**Problem requirements:** Look for the string "filterUnits" in the data below, and copy each line that holds it.

**Provided records:**
————————

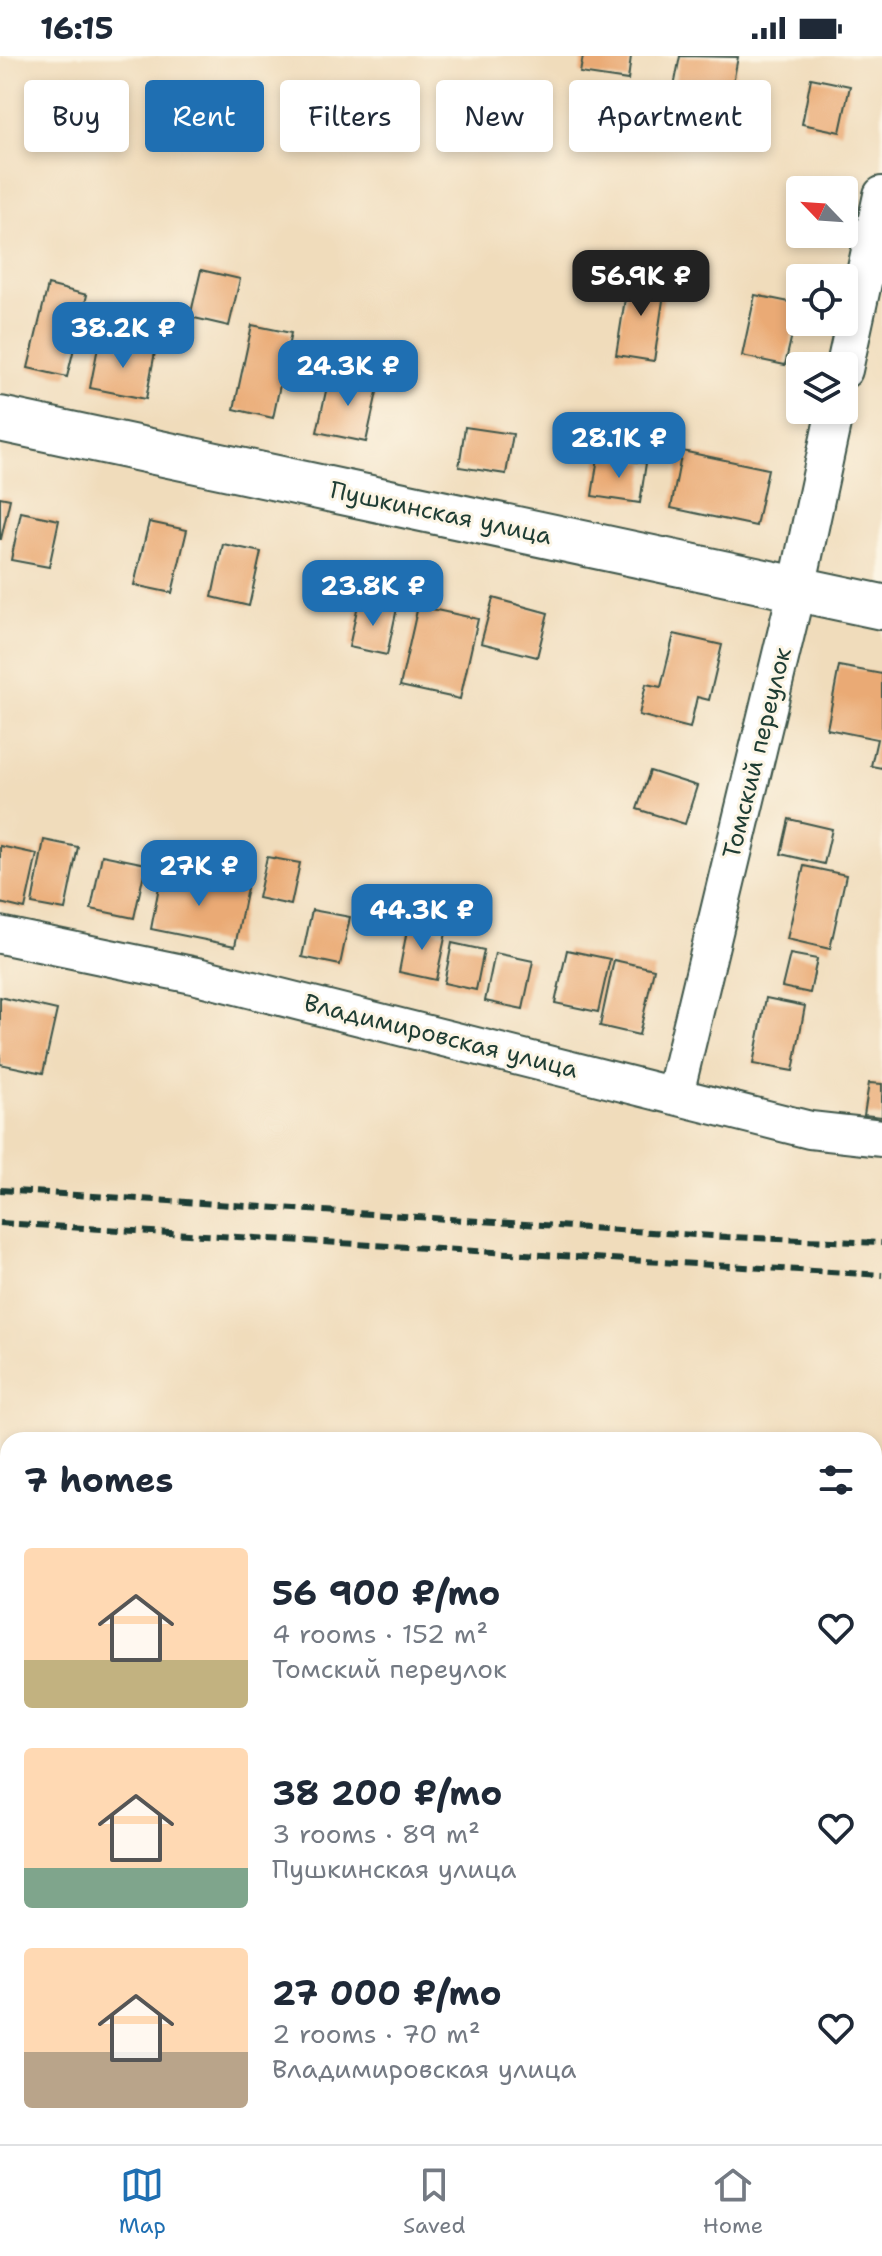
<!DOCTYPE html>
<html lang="en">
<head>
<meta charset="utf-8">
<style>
  body { margin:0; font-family:"Shantell Sans",sans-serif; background:#f2f2f3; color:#1f2937; height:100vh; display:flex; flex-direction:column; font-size:30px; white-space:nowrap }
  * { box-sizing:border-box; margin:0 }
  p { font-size:26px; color:#747a83 }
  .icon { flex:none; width:44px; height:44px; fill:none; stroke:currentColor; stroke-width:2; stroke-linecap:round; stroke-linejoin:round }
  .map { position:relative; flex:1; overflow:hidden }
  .side { position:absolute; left:0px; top:1376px; width:882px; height:712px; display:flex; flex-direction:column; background:#fff; border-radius:24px 24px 0 0; box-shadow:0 4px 12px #0003 }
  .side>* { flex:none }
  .guide { position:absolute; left:24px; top:24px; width:834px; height:72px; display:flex; gap:16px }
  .needle { width:52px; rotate:295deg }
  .controls { position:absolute; left:786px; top:120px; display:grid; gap:16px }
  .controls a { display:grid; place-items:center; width:72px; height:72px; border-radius:8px; background:#fff; box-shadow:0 4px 12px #0003; font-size:40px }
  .price { position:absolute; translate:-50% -68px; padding:0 18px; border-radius:16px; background:#1f6fb2; color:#fff; font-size:26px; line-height:52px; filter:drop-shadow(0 2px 4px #0008) }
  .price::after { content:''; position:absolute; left:50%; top:48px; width:24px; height:18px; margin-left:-12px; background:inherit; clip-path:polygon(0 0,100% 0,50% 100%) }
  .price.active { background:#222; color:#fff }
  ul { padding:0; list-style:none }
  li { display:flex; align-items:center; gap:24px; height:200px; padding:0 24px }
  li span { display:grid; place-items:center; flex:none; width:224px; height:160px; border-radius:8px; color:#555 }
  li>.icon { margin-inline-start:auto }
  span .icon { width:96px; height:96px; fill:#fffc; stroke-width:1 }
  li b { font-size:34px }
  h2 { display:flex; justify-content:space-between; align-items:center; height:96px; padding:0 24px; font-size:34px }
  .tag { padding:0 28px; border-radius:8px; background:#fff; box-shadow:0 4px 12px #0003; font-size:28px; line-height:72px }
  .tag.active { background:#1f6fb2; color:#fff }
  .status { display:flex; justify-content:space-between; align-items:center; height:56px; padding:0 40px; background:#fff; direction:ltr }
  .status svg { height:22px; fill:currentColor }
  .tabs { display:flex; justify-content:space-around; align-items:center; height:112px; border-top:2px solid #e0e1e3; background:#fff; font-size:22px; color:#747a83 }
  .tabs a { display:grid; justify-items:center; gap:4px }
  .tabs .active { color:#1f6fb2 }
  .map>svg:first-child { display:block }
</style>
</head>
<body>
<div class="status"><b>16:15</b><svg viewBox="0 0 49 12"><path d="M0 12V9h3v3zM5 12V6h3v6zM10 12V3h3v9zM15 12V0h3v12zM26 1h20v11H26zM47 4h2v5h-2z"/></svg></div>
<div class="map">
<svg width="882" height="2088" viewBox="0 0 882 2088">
  <rect width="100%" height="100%" fill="#fcf5e5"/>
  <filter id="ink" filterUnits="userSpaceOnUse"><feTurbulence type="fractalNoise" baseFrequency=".0125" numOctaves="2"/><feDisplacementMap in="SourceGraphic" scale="16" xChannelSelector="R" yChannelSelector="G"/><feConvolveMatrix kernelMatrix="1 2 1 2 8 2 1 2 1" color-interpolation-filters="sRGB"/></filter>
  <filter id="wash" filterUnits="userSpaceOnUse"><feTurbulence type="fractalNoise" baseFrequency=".006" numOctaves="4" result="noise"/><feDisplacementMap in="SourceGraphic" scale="32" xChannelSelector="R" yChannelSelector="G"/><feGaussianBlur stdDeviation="1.8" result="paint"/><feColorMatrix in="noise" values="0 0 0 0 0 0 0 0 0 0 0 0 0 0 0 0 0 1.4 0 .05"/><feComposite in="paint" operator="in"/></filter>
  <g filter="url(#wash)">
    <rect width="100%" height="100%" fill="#f0dcbb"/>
    <g id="blocks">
      <!-- building -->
      <g fill="#eaaa74">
        <path d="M583 0H631L628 24 580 17Z"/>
        <path d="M680 0 738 1 729 48 673 36Z"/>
        <path d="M811 22 850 30 840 76 802 68Z"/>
        <path d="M201 214 240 223 229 270 190 261Z"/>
        <path d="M629 218 666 224 654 305 616 299Z"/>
        <path d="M48 229 87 239 67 321 28 312Z"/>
        <path d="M755 239 799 248 785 309 742 300Z"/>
        <path d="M252 269 291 277 273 362 234 353Z"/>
        <path d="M99 286 155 296 146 343 90 332Z"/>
        <path d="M330 317 379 327 366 386 317 376Z"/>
        <path d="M465 371 513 378 506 418 459 411Z"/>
        <path d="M682 395 768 413 756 470 671 452Z"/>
        <path d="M598 401 646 407 640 447 592 440Z"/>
        <path d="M0 441 10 443 1 483H0Z"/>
        <path d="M21 456 59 464 49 511 11 504Z"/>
        <path d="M149 466 187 474 172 537 134 529Z"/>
        <path d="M223 488 261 496 249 550 212 541Z"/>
        <path d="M493 542 548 557 537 601 481 587Z"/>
        <path d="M359 544 397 552 387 599 349 591Z"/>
        <path d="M418 550 478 563 460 643 400 630Z"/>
        <path d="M674 578 722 589 709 644 697 641 690 672 639 659 646 628 661 631Z"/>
        <path d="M839 610 882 618V712L871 710 877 683 827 673Z"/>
        <path d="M650 715 697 730 685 768 637 753Z"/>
        <path d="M789 763 832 773 824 808 781 798Z"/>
        <path d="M44 784 78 791 65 854 32 848Z"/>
        <path d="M0 790 37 798 25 853 0 847Z"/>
        <path d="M102 799 146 808 134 862 91 853Z"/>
        <path d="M267 801 300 807 291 849 258 842Z"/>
        <path d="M804 810 846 819 830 893 787 883Z"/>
        <path d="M162 815 247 832 235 890 151 873Z"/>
        <path d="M312 854 350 861 340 909 302 901Z"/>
        <path d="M408 869 446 877 436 924 399 916Z"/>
        <path d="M452 887 484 894 476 934 444 927Z"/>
        <path d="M567 894 610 903 598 956 555 947Z"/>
        <path d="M495 897 533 905 523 953 485 945Z"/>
        <path d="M790 898 817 903 810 937 782 931Z"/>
        <path d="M614 904 654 913 639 979 600 970Z"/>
        <path d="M0 941 57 954 43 1017 0 1008Z"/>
        <path d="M766 942 805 950 793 1015 753 1008Z"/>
        <path d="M869 1027 882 1028V1061L864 1059Z"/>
        <path d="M881 1536H882V1638L874 1636V1565Z"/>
        <path d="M0 1935 8 1937V1988L0 1987Z"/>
        <path d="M874 1952 882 1954V2019L874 2016Z"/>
        <path d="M0 2035 8 2036V2080H30L29 2088H0Z"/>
        <path d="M274 2080H342L340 2088H272Z"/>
      </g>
    </g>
  </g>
  <g filter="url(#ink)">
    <use href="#blocks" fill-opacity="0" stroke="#3e5548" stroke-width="2"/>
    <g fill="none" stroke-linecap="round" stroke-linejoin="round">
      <!-- service casing -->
      <g stroke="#3e5548" stroke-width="22">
        <path id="service" d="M198 2088 199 2080"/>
      </g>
      <!-- minor casing -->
      <g stroke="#3e5548" stroke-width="40">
        <g id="minor">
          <path d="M844 314 882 139"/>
          <path d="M0 879 197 920 810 1074 882 1082"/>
          <path d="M675 1038 797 532 835 354"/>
        </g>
      </g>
      <!-- tertiary casing -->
      <g stroke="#3e5548" stroke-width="48">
        <path id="tertiary" d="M0 363 882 551"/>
      </g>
      <!-- secondary casing -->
      <g stroke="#3e5548" stroke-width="48">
        <g id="secondary">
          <path d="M0 1683 8 1685"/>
          <path d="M874 1869 882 1871"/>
        </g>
      </g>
      <!-- service -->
      <use href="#service" stroke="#fff" stroke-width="18"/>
      <!-- minor -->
      <use href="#minor" stroke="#fff" stroke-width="36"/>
      <!-- tertiary -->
      <use href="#tertiary" stroke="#fff" stroke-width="44"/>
      <!-- secondary -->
      <use href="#secondary" stroke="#ffe4c6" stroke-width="44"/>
      <!-- rail -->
      <g stroke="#1f3d34" stroke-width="6" stroke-dasharray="12 6" stroke-linecap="butt">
        <path d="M0 1134 727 1181 882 1187"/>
        <path d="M0 1167 882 1219"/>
      </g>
    </g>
  </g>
  <g text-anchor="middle" stroke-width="6" stroke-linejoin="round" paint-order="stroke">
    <!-- street labels -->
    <g font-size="24" fill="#1f3d34" stroke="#fcf5e5">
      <text transform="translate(441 457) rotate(12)" y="8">Пушкинская улица</text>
      <text transform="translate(757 697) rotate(-76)" y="8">Томский переулок</text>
      <text transform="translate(441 980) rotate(14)" y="8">Владимировская улица</text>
    </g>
  </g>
</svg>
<div class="controls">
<a><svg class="needle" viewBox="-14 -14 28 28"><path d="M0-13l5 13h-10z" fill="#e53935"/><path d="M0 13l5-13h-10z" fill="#747a83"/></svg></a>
<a><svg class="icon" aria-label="locate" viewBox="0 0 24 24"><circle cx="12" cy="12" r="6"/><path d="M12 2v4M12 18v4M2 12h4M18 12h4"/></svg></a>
<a><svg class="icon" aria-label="layers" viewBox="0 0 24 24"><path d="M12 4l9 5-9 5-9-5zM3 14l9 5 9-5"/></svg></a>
</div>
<b class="price active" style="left:641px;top:262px">56.9K ₽</b>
<b class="price" style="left:123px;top:314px">38.2K ₽</b>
<b class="price" style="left:348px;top:352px">24.3K ₽</b>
<b class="price" style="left:619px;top:424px">28.1K ₽</b>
<b class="price" style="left:373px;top:572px">23.8K ₽</b>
<b class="price" style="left:199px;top:852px">27K ₽</b>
<b class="price" style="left:422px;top:896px">44.3K ₽</b>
<div class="guide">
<a class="tag">Buy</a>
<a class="tag active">Rent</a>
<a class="tag">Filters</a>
<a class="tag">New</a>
<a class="tag">Apartment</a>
</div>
<section class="side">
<h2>7 homes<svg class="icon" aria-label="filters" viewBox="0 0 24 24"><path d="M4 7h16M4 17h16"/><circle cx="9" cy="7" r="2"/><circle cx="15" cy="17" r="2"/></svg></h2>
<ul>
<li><span style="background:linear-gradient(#ffd9b3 70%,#c2b280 0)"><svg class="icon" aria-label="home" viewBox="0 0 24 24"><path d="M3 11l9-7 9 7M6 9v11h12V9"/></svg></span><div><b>56 900 ₽/mo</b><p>4 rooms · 152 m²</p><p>Томский переулок</p></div><svg class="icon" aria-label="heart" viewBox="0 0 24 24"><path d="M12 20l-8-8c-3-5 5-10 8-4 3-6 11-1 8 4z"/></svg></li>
<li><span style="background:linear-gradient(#ffd9b3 75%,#7fa58c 0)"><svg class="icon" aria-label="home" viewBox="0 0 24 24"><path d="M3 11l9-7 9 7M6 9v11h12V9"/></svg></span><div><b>38 200 ₽/mo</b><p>3 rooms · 89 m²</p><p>Пушкинская улица</p></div><svg class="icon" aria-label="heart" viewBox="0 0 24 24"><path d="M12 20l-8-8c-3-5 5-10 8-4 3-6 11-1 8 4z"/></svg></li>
<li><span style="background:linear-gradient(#ffd9b3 65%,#b9a48a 0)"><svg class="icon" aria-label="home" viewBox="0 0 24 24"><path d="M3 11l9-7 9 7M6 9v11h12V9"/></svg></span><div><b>27 000 ₽/mo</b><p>2 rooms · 70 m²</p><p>Владимировская улица</p></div><svg class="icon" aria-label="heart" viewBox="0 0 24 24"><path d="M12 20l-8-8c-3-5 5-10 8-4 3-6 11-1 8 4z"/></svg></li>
</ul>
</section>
</div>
<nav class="tabs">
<a class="active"><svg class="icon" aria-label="map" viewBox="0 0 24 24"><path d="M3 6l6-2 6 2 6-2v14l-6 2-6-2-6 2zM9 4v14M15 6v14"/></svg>Map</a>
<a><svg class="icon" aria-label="saved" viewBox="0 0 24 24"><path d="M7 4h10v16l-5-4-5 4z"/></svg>Saved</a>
<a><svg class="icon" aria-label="home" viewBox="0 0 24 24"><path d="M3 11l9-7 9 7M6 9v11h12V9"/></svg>Home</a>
</nav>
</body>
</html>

————————

**Answer box:**
  <filter id="ink" filterUnits="userSpaceOnUse"><feTurbulence type="fractalNoise" baseFrequency=".0125" numOctaves="2"/><feDisplacementMap in="SourceGraphic" scale="16" xChannelSelector="R" yChannelSelector="G"/><feConvolveMatrix kernelMatrix="1 2 1 2 8 2 1 2 1" color-interpolation-filters="sRGB"/></filter>
  <filter id="wash" filterUnits="userSpaceOnUse"><feTurbulence type="fractalNoise" baseFrequency=".006" numOctaves="4" result="noise"/><feDisplacementMap in="SourceGraphic" scale="32" xChannelSelector="R" yChannelSelector="G"/><feGaussianBlur stdDeviation="1.8" result="paint"/><feColorMatrix in="noise" values="0 0 0 0 0 0 0 0 0 0 0 0 0 0 0 0 0 1.4 0 .05"/><feComposite in="paint" operator="in"/></filter>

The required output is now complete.